Repeat only these lines, exactly: the first line of the data, the line containing "--surface:#fff; --page:#f2f2f3; --text:#2b2b33;", and every line between them. Pictures stay out.

----- RECORDS SUPPLIED

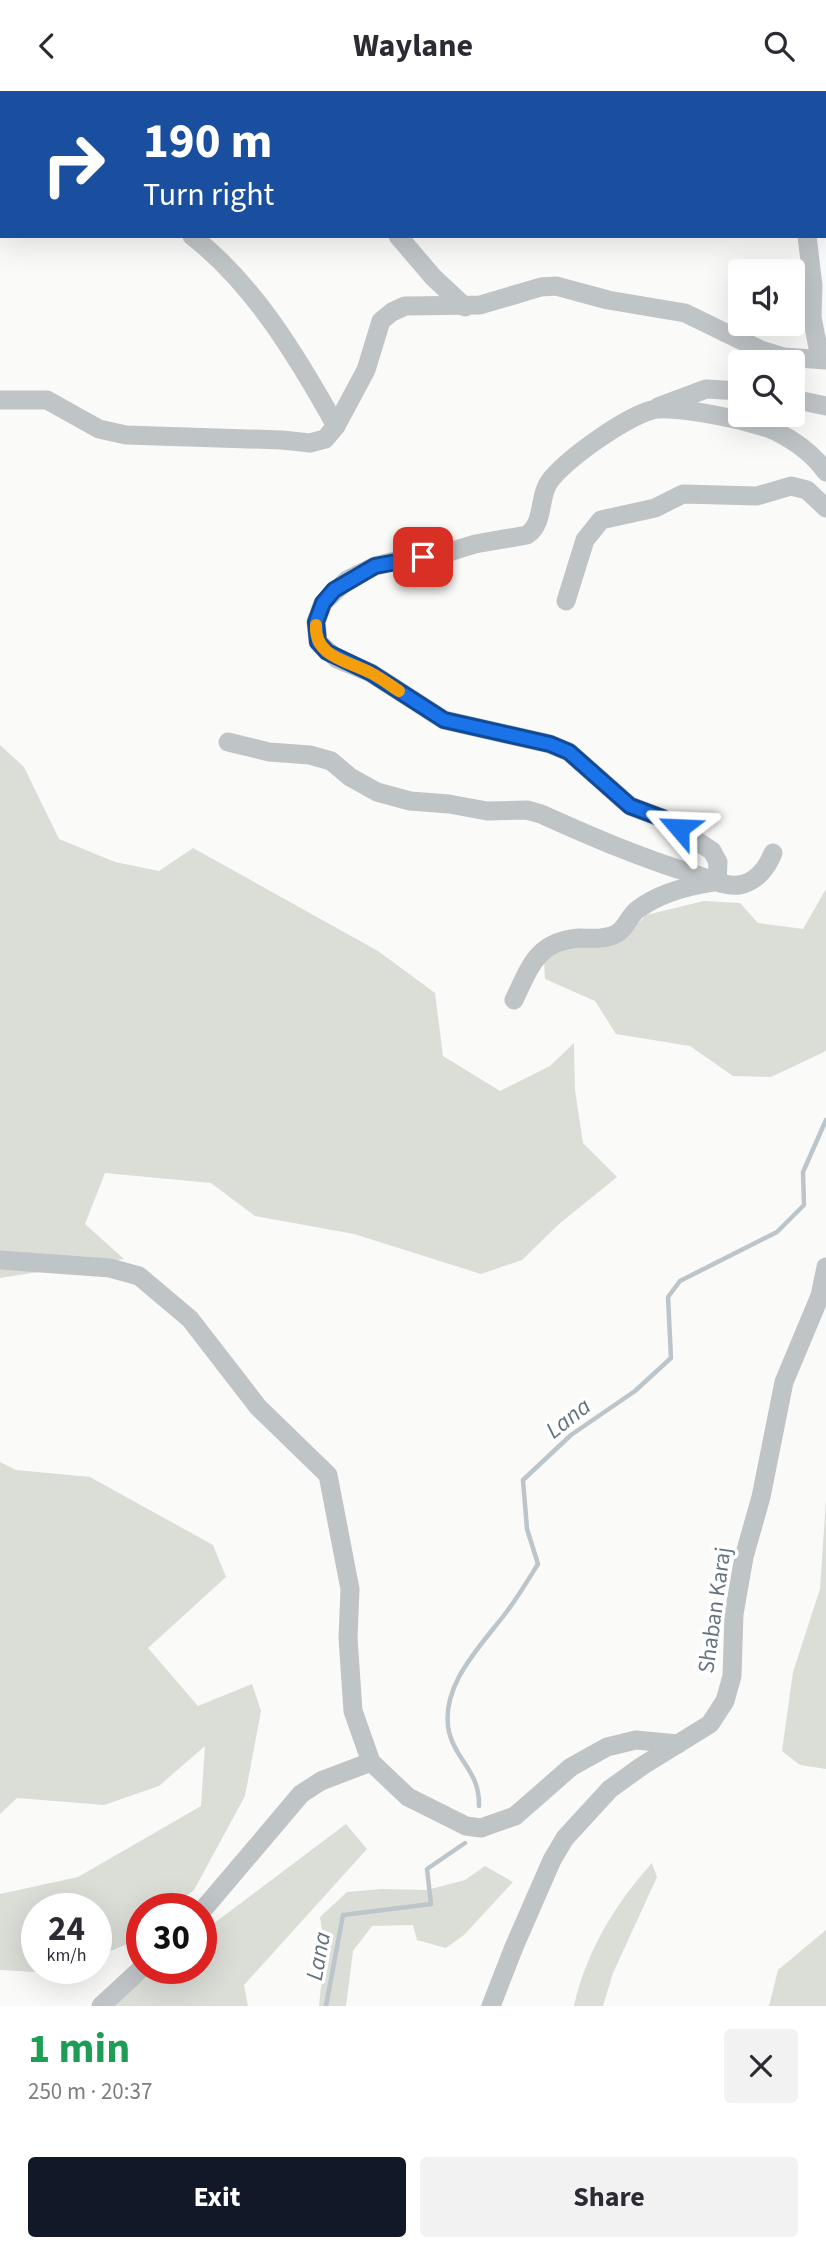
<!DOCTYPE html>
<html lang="en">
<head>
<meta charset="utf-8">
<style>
	:root { --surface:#fff; --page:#f2f2f3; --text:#2b2b33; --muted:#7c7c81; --accent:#111827 }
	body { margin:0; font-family:"Source Sans 3",sans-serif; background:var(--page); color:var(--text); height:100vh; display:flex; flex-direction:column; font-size:26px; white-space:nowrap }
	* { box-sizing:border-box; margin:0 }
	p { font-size:23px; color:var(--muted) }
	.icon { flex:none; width:38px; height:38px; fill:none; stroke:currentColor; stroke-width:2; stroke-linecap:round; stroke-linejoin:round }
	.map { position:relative; height:1915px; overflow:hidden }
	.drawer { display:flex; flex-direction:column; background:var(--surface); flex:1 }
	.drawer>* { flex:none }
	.top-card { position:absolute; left:0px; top:0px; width:826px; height:147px; box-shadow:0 7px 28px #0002; background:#1a4fa0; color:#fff; overflow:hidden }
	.buttons { position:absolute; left:728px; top:168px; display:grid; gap:14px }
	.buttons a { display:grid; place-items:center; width:77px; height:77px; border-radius:7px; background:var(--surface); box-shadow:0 7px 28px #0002; font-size:35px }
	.speed { position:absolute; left:21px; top:1802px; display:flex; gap:14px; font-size:35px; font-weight:700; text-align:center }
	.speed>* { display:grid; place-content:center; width:91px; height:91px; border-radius:50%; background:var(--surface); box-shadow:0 7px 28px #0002; line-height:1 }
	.speed small { font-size:18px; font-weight:400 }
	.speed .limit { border:10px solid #d22; background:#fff; color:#111 }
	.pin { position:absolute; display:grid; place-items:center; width:60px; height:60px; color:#fff; margin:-30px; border-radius:14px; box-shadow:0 4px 10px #0006 }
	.me { position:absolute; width:77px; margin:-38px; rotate:296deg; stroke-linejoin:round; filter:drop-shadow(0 0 5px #0008) }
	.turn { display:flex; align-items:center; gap:24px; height:147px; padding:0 28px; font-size:32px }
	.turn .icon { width:91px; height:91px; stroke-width:2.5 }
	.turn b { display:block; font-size:49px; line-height:60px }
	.round { display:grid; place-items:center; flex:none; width:74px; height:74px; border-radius:7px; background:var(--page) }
	.overview { display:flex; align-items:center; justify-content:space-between; height:119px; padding:0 28px }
	h1 { font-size:42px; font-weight:700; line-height:52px; color:#1e9e55 }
	.cta { display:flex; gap:14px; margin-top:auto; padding:14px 28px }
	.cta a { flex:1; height:80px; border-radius:7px; background:var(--accent); color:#fff; font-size:28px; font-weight:700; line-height:80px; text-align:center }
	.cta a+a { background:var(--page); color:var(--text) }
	header { display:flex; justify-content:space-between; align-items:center; height:91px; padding:0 28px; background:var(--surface); font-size:32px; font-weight:700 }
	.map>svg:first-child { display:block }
</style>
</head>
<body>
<header><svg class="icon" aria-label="back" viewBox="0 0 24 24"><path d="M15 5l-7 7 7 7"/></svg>Waylane<svg class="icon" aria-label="search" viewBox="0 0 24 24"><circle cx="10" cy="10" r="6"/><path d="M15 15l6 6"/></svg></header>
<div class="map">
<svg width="826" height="1915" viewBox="0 0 826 1915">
	<rect width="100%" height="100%" fill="#fafaf8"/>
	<!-- green -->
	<g fill="#daded7">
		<polygon points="0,654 24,676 59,748 115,771 159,780 193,757 378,860 435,902 443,965 500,1000 550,975 574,952 575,999 583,1052 617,1086 559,1133 522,1169 481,1183 354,1143 255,1125 211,1092 105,1082 85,1133 124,1168 0,1187"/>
		<polygon points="826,798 826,960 771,986 733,985 690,955 616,943 595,910 545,888 544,870 565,856 619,852 646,824 704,810 740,812 758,832 803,838"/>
		<polygon points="0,1371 16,1379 90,1386 213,1454 226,1486 148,1557 198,1615 252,1593 261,1620 245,1705 194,1799 171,1818 142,1818 142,1843 132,1851 96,1866 96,1818 37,1818 37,1878 66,1878 54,1882 0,1879 0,1803 78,1786 201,1715 205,1655 159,1695 104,1714 17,1707 0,1723"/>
		<polygon points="826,1409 826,1678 800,1674 782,1660 793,1581 820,1498"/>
		<polygon points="346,1733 367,1758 244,1894 248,1915 111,1915 157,1878 201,1878 201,1842"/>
		<path d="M652 1772 657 1786 613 1882 603 1915H574C586 1861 615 1813 652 1772Z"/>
		<polygon points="485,1775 513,1791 464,1844 446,1857 417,1849 413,1834 372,1835 353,1860 346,1915 319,1915 325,1858 320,1826 347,1801 382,1798 427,1799 465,1789"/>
		<polygon points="826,1839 826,1915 769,1915 778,1879"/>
	</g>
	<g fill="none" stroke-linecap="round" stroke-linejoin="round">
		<!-- stream -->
		<g stroke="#bbc5ca" stroke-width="4.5">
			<path d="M479 1715C480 1680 456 1670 449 1641 439 1594 482 1554 508 1519 519 1504 528 1489 538 1473L527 1438 523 1389 571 1344 635 1300 671 1267 668 1206 680 1190 777 1141 804 1114 803 1081 826 1029"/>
			<polyline points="326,1915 343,1824 431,1813 427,1778 465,1752"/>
		</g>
		<!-- minor -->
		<g stroke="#bfc4c7" stroke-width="19">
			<polyline points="773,0 773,2"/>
			<polyline points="824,116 826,116"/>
			<path d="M192 145C254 193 298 267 336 335"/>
			<polyline points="398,145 433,186 465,216"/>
			<polyline points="807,145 813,195 812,226 820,267"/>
			<polyline points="793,308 826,315"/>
			<polyline points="0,309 47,309 99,338 126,344 282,349 310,352 325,348 336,335 366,279 381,230 392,221 405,215 480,214 541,196 556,195 608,209 685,222 761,259 784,266 826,269"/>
			<polyline points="658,316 706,298 740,300"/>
			<polyline points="566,510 585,449 601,429 655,417 683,403 757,405 791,395 807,399 826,417"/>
			<path d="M228 651 269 661 310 664 331 670 350 686 377 701 410 710 449 713 487 720 527 719 541 723C592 746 643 768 697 784 709 788 726 796 739 794 756 791 767 777 773 762"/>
			<path d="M717 791 718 771 712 760 662 727 630 715 569 661 550 653 444 629 371 582 337 568 318 551 316 531 323 512 347 489 375 475 399 469 446 462 475 453 527 444C546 431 537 404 552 387 571 365 624 327 652 319 670 313 759 331 777 341 797 351 813 363 826 381"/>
			<path d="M514 909C530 876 537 850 579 847 591 847 605 849 616 843 626 838 629 825 637 819 659 802 687 795 713 791"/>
			<polyline points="0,1169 110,1177 139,1185 190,1228 258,1316 328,1384 350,1498 348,1547 353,1620 371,1671 408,1706 466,1735 481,1737 515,1725 571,1676 607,1656 636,1649 678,1653"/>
			<polyline points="201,1821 301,1703 321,1690 371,1671"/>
			<polyline points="101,1915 142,1877"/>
			<polyline points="491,1915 514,1856 552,1769 565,1747 610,1698 642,1675 710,1633 725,1610 732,1585 734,1523 744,1466 761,1406 784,1291 820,1205 826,1176"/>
		</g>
	</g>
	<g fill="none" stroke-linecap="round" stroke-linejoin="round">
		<defs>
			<polyline id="route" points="423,466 375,475 334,499 323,512 316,531 318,551 327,561 371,582 444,629 550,653 569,661 630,715 662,727 679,737"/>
		</defs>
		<!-- route casing -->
		<use href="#route" stroke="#114b97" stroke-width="18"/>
		<!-- route -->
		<use href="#route" stroke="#1a73e8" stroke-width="12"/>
		<!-- slow -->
		<path stroke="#f59e0b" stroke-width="12" d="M316 534C314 566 348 570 371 582 381 587 390 594 399 600"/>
	</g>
	<g text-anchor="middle" stroke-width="7" stroke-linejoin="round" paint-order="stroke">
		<!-- street labels -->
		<g font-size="23" fill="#667581" stroke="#fff">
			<text transform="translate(714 1519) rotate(-82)" y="8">Shaban Karaj</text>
		</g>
		<!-- water labels -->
		<g font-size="24" font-style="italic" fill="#61737b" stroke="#fff">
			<text transform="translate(568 1327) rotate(-38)" y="8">Lana</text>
			<text transform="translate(318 1865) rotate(-80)" y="8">Lana</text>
		</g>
	</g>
</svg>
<div class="buttons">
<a><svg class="icon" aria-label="sound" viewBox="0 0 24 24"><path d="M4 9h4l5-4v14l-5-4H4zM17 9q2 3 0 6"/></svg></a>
<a><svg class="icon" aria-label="search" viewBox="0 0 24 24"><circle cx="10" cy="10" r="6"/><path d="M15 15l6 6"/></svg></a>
</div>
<div class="speed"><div>24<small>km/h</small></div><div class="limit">30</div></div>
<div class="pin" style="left:423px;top:466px;background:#d93025"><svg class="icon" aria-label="arrive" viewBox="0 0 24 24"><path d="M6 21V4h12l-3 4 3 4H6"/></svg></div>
<svg class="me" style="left:679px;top:737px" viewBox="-20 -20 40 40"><path d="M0-17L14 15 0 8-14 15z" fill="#1a73e8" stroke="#fff" stroke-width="4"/></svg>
<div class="top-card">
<div class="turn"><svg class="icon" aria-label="right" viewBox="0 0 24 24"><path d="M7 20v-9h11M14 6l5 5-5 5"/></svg><div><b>190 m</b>Turn right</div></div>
</div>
</div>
<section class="drawer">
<div class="overview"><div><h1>1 min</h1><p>250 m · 20:37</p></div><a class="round"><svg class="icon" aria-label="close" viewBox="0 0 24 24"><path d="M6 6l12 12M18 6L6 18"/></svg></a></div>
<div class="cta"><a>Exit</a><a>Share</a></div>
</section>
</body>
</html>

----------

- **SOLUTION TO THIS PROBLEM**
<!DOCTYPE html>
<html lang="en">
<head>
<meta charset="utf-8">
<style>
	:root { --surface:#fff; --page:#f2f2f3; --text:#2b2b33; --muted:#7c7c81; --accent:#111827 }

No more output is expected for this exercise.